Safety is of 'paramount importance':
Lime NZ Public Affairs Manager Lauren Mentjox said safety is of paramount importance to the company.
"But unfortunately, like all forms of transportation, there is a risk that we work to mitigate but cannot entirely eliminate," she said.
"Data shows scooters are a safe form of transportation, comparable to or safer than bicycles. But there are risks even if they are very small.
"We, therefore, recommend that riders always put the safety of themselves and others before anything else when using any of our vehicles."
Mentjox said Lime's public liability insurance exceeds council requirements.
"This coverage is there for riders and the public if something goes wrong. While on a scooter, riders are responsible for obeying the road rules including wearing a helmet, following the speed limit and only having one person riding at a time.
"Our scooter speed is capped at 25km/h to ensure the safety of all riders and we have developed a series of educational videos, dedicated instructional pages and in-app messages to ensure riders know and abide by applicable rules and regulations.
"We have also recently introduced geofencing which allows our scooters to operate at a slower speed within specified low-speed zones."

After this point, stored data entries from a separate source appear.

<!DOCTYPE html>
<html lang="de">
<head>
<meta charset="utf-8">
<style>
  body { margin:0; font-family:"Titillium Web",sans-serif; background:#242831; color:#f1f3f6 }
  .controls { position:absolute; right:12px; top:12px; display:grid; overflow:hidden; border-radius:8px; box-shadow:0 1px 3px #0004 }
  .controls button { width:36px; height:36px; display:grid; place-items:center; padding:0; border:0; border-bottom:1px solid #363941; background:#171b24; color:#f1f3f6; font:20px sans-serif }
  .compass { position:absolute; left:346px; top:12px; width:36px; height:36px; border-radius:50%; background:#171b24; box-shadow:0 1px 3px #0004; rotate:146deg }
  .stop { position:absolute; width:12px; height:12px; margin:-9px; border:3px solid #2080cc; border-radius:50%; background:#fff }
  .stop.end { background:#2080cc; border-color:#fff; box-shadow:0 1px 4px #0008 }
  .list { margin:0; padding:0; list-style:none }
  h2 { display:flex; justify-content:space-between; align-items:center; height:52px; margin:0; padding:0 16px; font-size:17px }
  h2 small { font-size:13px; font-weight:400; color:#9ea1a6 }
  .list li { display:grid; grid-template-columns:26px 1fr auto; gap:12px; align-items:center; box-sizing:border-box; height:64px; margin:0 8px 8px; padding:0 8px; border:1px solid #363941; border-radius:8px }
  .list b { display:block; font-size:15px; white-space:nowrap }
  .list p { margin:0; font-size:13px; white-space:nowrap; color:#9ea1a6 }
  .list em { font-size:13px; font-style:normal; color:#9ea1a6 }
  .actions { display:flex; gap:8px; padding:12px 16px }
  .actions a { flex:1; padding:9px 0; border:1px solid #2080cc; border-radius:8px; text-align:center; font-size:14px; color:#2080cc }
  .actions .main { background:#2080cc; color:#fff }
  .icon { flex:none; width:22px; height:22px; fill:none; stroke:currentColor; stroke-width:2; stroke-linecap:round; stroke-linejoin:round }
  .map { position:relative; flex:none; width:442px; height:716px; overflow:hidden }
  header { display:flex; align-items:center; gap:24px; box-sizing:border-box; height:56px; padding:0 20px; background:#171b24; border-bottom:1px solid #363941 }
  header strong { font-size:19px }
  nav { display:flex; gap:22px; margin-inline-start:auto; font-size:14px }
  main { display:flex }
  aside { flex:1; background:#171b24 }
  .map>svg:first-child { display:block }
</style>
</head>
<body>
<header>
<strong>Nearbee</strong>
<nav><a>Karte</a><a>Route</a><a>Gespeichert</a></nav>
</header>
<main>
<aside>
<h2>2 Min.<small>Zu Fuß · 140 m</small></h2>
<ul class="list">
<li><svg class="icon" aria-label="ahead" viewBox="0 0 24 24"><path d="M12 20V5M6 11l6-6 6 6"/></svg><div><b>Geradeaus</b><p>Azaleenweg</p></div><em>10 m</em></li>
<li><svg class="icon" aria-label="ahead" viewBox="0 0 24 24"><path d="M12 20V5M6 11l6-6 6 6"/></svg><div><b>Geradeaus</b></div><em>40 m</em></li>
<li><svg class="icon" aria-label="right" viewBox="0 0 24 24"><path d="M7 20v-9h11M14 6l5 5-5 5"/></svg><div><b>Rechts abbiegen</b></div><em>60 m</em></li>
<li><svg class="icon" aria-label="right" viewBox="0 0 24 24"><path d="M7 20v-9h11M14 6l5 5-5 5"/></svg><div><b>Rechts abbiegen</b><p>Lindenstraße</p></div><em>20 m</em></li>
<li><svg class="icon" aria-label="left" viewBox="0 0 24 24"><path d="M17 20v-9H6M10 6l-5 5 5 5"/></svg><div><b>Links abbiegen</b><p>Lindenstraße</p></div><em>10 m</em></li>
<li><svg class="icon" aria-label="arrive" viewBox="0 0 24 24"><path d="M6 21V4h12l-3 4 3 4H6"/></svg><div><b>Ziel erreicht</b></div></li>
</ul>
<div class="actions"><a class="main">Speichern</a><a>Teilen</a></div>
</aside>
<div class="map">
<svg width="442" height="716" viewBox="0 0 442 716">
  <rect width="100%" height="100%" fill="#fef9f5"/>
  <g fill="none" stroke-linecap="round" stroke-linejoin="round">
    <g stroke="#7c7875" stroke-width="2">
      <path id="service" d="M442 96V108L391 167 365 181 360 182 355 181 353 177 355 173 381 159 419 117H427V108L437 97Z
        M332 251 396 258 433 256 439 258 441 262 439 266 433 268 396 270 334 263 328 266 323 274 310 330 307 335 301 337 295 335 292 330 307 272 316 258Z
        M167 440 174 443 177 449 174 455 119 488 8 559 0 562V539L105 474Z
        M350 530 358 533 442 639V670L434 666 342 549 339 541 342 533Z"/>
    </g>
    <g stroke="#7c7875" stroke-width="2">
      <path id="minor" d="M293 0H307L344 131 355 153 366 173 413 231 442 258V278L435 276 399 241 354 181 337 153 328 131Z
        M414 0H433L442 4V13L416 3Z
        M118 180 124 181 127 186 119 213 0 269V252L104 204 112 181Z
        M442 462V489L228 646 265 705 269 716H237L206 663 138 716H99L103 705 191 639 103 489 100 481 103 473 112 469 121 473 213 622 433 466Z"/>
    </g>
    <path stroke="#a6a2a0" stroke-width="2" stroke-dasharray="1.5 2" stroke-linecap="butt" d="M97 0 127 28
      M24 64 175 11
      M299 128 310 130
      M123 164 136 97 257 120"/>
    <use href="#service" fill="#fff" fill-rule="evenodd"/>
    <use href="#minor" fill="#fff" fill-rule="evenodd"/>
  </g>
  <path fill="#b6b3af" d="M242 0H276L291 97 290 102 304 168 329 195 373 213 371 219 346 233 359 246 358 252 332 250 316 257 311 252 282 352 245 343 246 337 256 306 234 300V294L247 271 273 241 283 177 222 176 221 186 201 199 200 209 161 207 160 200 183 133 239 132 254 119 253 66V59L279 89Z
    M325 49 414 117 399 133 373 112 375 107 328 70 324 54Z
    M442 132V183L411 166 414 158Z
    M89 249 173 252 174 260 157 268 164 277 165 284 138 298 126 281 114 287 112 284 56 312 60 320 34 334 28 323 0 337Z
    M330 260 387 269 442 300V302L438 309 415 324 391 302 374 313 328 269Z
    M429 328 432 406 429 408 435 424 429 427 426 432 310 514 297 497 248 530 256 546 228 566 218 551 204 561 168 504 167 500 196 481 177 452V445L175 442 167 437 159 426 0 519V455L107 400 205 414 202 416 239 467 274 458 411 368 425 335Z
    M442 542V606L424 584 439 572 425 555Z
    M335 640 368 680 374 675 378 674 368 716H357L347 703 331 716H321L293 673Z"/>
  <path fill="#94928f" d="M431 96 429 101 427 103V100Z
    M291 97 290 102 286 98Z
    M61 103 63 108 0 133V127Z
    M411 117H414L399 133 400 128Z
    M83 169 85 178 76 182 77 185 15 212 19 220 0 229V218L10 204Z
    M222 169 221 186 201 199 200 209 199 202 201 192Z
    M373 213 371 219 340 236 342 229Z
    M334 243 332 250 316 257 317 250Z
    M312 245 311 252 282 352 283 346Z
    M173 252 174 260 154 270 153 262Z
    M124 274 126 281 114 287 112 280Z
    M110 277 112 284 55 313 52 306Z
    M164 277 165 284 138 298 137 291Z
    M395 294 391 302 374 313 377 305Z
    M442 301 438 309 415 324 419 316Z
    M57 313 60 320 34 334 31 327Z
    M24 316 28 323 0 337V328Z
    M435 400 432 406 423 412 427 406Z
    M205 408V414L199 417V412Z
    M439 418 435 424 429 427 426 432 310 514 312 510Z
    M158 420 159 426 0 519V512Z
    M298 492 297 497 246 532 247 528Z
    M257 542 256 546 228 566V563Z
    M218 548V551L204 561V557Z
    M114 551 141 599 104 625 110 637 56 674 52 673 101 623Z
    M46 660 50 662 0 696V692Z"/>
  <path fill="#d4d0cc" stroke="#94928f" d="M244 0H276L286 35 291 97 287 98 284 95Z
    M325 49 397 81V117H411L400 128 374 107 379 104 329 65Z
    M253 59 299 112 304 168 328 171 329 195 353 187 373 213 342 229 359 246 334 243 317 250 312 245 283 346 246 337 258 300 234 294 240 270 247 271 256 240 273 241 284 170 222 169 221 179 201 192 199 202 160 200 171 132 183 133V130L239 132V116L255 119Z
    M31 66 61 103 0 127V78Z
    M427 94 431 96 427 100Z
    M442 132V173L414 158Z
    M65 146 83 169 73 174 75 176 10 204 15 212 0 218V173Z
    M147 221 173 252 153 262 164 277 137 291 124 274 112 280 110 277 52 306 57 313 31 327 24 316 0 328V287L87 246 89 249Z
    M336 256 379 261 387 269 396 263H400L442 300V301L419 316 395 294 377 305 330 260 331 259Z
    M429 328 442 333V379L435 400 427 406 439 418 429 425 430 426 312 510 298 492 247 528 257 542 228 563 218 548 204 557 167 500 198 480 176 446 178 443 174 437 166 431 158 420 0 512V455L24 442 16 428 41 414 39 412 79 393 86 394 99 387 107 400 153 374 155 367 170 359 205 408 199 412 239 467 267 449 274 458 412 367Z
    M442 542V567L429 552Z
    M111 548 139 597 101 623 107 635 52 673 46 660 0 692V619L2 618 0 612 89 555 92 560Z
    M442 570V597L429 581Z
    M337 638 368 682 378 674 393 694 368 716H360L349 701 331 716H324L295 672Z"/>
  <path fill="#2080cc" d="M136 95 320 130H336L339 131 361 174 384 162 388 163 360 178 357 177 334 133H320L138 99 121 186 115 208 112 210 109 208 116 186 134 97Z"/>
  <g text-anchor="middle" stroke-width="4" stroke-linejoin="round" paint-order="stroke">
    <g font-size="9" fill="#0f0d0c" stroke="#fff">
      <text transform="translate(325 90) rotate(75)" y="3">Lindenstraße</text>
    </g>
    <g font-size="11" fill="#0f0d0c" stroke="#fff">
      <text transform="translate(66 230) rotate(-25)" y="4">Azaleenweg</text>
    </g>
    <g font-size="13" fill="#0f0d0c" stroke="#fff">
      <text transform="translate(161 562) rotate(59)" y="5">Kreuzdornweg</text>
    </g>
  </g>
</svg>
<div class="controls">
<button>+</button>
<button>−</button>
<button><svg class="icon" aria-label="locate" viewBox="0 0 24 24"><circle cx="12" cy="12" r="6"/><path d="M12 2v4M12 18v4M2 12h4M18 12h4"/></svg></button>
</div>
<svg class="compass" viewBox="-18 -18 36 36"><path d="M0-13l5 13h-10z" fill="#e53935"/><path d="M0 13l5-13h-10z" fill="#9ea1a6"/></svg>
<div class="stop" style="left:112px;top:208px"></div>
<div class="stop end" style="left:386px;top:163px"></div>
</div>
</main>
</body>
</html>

Lime's director of government affairs and strategy Apac, Mitchell Price, said it is thrilled to continue serving the City of Auckland.
"We remain committed to working closely with both Auckland Council and Auckland Transport to provide a safe, clean and accessible transport option for residents and visitors.
"As Lime's first market in the Apac region to reach one million rides, we have Auckland's rider and juicer community to thank for demonstrating the real value that micro-mobility can have and helping advance this new mode of transportation across New Zealand.
"We look forward to getting even more people out of cars and helping ease congestion in this great city."